* [Required action] Only the lines from the start of the entries through the line with "filter:drop-shadow(2px 0 #8d8f97)" are wanted; please output them exactly.

☆ ☆ ☆ ☆ ☆

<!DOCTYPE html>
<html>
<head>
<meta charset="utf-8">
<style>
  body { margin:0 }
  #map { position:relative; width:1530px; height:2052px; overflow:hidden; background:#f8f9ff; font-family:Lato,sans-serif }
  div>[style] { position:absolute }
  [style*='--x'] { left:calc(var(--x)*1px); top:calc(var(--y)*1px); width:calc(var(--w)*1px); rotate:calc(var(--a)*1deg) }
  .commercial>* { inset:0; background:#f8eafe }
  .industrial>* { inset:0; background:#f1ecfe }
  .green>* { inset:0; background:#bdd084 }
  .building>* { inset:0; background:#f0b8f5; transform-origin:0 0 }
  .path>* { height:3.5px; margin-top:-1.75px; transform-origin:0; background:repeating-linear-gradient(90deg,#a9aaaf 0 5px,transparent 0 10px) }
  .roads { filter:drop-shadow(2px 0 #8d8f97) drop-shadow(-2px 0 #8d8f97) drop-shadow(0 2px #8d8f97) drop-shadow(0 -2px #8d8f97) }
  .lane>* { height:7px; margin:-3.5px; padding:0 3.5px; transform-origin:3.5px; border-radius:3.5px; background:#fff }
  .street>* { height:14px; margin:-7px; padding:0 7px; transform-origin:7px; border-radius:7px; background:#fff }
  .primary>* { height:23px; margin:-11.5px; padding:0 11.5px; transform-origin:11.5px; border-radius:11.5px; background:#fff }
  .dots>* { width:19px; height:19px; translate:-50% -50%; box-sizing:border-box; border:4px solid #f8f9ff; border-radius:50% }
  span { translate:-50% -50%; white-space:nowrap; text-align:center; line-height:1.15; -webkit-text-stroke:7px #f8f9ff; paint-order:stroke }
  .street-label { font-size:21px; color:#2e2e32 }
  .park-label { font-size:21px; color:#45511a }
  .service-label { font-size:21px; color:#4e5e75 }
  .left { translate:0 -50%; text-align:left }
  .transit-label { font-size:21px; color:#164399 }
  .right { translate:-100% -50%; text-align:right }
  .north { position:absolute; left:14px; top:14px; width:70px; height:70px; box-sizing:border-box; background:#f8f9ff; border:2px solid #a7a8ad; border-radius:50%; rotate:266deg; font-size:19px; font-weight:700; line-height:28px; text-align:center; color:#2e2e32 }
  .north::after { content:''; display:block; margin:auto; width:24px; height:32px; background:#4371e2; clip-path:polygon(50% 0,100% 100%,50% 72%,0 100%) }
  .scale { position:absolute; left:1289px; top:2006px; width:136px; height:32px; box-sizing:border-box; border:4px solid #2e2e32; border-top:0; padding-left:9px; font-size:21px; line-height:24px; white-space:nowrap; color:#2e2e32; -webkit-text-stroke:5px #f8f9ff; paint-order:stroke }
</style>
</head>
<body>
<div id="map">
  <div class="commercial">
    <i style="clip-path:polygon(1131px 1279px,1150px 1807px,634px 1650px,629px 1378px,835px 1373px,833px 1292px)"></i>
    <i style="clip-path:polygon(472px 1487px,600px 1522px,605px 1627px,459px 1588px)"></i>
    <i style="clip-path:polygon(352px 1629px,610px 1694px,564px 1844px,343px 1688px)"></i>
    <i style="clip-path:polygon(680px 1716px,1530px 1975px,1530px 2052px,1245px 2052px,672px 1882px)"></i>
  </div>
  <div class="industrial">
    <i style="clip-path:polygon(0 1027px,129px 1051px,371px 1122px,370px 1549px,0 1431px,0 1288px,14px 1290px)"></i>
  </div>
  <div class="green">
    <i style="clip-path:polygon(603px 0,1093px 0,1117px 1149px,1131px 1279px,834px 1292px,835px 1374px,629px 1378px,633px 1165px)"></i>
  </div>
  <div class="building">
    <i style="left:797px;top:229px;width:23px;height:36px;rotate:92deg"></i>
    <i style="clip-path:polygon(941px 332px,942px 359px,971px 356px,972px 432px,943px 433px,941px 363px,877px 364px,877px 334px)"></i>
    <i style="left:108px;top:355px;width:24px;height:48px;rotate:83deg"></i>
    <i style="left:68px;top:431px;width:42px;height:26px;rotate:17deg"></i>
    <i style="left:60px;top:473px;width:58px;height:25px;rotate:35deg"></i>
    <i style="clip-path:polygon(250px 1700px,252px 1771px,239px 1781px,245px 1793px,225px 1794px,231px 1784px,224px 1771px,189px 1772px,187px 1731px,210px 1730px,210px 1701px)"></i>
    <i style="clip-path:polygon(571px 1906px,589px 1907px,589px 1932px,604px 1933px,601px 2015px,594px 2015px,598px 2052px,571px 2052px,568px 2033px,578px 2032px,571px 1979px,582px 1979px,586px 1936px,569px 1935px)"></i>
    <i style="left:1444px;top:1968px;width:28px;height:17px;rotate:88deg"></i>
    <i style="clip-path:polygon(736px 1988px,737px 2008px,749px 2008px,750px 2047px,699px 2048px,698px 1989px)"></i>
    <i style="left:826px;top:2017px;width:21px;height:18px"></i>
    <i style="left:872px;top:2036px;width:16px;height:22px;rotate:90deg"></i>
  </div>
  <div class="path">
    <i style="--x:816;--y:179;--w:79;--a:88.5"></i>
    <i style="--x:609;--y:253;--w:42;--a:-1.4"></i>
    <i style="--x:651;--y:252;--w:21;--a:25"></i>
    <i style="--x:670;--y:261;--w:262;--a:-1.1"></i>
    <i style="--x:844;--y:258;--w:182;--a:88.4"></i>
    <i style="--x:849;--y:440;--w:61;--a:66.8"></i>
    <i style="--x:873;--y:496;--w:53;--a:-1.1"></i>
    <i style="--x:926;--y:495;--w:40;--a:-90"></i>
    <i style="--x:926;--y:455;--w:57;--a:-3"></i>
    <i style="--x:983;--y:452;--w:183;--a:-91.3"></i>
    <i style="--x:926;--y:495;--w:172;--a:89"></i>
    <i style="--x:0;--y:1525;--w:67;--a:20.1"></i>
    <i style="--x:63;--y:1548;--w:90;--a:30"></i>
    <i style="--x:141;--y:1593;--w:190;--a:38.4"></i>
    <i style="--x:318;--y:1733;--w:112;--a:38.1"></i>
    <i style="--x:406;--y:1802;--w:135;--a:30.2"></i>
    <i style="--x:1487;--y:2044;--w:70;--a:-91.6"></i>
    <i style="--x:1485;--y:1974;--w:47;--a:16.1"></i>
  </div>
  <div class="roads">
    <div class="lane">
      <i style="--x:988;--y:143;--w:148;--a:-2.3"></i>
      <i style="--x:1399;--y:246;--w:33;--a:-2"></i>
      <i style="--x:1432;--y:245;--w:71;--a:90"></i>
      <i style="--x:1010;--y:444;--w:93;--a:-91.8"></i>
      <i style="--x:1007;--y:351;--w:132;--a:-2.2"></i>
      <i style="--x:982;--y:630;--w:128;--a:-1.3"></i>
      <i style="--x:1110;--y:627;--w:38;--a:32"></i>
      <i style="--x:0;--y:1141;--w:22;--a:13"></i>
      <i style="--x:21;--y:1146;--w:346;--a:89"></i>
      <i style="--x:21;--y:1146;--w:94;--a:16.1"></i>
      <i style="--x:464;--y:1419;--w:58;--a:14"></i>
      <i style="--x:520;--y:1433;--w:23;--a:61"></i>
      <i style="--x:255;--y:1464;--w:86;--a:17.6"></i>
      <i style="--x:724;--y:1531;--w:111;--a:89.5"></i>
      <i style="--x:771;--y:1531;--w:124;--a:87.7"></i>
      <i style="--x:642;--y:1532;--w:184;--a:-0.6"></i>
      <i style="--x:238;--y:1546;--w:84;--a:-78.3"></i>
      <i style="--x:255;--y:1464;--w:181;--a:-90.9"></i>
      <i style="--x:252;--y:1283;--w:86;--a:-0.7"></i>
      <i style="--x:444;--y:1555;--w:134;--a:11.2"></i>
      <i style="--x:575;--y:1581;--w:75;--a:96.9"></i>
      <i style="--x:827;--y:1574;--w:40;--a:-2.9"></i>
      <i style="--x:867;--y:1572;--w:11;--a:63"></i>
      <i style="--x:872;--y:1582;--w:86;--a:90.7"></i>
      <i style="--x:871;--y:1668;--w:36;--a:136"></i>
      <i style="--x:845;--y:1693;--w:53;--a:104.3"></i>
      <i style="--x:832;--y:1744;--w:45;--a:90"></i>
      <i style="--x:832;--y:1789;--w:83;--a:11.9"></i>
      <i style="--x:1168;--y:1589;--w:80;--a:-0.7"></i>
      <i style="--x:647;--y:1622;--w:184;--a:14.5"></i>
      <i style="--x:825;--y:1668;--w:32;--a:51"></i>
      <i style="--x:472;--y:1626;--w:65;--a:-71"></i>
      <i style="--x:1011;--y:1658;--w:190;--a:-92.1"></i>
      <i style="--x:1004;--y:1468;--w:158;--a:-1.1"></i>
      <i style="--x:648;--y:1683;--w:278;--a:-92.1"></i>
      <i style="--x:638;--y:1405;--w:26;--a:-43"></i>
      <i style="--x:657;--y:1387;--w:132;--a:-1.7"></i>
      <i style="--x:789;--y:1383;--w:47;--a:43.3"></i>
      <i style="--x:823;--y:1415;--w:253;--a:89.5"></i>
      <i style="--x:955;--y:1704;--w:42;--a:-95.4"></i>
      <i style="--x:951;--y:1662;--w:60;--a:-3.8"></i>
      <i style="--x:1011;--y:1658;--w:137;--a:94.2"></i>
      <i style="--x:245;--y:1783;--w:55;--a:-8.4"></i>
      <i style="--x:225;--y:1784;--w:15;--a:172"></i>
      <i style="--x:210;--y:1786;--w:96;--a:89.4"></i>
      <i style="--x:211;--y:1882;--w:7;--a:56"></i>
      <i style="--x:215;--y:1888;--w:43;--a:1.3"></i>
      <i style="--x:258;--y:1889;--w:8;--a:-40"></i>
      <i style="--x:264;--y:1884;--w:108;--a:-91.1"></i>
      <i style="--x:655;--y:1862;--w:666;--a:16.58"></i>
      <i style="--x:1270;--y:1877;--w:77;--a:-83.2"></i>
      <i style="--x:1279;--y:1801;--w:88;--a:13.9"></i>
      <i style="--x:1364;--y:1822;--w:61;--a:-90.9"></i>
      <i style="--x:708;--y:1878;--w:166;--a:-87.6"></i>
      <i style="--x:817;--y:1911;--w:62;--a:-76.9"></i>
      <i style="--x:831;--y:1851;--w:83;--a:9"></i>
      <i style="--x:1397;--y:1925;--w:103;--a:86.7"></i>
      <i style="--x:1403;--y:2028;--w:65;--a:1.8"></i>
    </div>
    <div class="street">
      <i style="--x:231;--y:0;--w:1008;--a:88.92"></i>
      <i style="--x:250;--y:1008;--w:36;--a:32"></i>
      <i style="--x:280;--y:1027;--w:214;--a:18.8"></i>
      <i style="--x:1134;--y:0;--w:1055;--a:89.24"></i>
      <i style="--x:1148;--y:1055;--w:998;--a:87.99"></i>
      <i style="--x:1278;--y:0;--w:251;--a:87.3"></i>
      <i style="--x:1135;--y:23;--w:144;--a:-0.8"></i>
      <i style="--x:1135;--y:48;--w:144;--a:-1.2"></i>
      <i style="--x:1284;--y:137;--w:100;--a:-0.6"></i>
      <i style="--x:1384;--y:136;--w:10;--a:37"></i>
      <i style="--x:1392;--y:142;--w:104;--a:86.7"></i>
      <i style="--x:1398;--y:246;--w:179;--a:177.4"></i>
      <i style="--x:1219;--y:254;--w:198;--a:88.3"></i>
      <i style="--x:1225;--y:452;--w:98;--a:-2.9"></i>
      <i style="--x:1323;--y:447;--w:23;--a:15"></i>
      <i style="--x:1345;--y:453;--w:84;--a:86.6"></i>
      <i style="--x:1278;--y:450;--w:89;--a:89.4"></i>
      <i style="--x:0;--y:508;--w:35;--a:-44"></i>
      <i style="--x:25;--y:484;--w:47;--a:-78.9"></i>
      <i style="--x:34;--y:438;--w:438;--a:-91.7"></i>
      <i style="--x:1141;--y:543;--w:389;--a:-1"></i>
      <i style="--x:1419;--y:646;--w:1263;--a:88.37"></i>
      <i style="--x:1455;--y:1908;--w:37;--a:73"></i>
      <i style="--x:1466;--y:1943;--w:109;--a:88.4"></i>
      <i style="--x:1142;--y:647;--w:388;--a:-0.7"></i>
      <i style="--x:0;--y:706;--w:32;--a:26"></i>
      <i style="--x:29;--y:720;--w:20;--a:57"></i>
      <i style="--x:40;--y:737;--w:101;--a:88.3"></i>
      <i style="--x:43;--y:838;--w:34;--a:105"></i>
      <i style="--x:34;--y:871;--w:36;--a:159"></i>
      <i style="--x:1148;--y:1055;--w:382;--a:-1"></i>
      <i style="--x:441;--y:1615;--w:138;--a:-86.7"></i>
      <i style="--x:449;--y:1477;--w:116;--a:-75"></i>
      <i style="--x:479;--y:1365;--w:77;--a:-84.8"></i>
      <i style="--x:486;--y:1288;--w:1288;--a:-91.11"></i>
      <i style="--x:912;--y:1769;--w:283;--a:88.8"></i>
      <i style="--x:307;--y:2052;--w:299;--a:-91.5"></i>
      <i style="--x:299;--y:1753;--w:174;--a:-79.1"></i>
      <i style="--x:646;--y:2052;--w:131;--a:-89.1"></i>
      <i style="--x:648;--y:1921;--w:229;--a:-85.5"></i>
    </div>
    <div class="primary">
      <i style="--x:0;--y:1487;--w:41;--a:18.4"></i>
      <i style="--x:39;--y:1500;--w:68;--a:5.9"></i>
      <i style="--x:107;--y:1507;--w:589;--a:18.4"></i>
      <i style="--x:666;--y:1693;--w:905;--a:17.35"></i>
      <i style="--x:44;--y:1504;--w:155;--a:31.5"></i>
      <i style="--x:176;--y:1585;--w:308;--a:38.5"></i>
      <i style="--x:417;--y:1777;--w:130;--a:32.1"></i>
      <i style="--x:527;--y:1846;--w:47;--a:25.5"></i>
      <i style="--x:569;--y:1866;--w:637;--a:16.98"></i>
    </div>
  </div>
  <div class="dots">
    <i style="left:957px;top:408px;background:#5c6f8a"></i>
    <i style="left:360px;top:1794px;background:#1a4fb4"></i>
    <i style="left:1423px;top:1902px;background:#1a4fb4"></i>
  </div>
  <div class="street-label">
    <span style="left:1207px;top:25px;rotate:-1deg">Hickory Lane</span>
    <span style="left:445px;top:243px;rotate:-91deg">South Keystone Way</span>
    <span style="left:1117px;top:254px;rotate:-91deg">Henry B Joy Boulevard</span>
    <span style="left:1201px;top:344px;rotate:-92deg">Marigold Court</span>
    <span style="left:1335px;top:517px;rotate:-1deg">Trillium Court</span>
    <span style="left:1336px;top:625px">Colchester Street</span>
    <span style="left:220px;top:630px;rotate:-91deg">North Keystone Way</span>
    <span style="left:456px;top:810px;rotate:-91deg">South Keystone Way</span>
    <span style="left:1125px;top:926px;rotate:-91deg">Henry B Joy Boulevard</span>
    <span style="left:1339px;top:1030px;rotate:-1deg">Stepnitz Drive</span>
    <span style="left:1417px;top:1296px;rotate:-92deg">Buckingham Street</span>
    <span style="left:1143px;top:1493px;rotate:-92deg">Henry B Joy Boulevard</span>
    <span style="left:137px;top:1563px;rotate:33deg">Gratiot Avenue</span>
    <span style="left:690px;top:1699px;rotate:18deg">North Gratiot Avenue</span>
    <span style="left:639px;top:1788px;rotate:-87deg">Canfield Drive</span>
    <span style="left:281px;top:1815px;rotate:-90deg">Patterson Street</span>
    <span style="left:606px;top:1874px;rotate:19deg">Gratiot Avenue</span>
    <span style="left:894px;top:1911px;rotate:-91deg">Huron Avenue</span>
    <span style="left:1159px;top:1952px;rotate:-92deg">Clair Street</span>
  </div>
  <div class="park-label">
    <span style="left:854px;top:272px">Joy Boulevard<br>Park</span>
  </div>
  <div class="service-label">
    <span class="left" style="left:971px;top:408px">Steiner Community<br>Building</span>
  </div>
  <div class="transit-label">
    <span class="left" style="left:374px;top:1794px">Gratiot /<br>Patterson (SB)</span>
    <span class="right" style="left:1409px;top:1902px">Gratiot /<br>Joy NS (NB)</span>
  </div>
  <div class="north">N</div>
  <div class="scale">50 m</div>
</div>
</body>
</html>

☆ ☆ ☆ ☆ ☆

* [Result]
<!DOCTYPE html>
<html>
<head>
<meta charset="utf-8">
<style>
  body { margin:0 }
  #map { position:relative; width:1530px; height:2052px; overflow:hidden; background:#f8f9ff; font-family:Lato,sans-serif }
  div>[style] { position:absolute }
  [style*='--x'] { left:calc(var(--x)*1px); top:calc(var(--y)*1px); width:calc(var(--w)*1px); rotate:calc(var(--a)*1deg) }
  .commercial>* { inset:0; background:#f8eafe }
  .industrial>* { inset:0; background:#f1ecfe }
  .green>* { inset:0; background:#bdd084 }
  .building>* { inset:0; background:#f0b8f5; transform-origin:0 0 }
  .path>* { height:3.5px; margin-top:-1.75px; transform-origin:0; background:repeating-linear-gradient(90deg,#a9aaaf 0 5px,transparent 0 10px) }
  .roads { filter:drop-shadow(2px 0 #8d8f97) drop-shadow(-2px 0 #8d8f97) drop-shadow(0 2px #8d8f97) drop-shadow(0 -2px #8d8f97) }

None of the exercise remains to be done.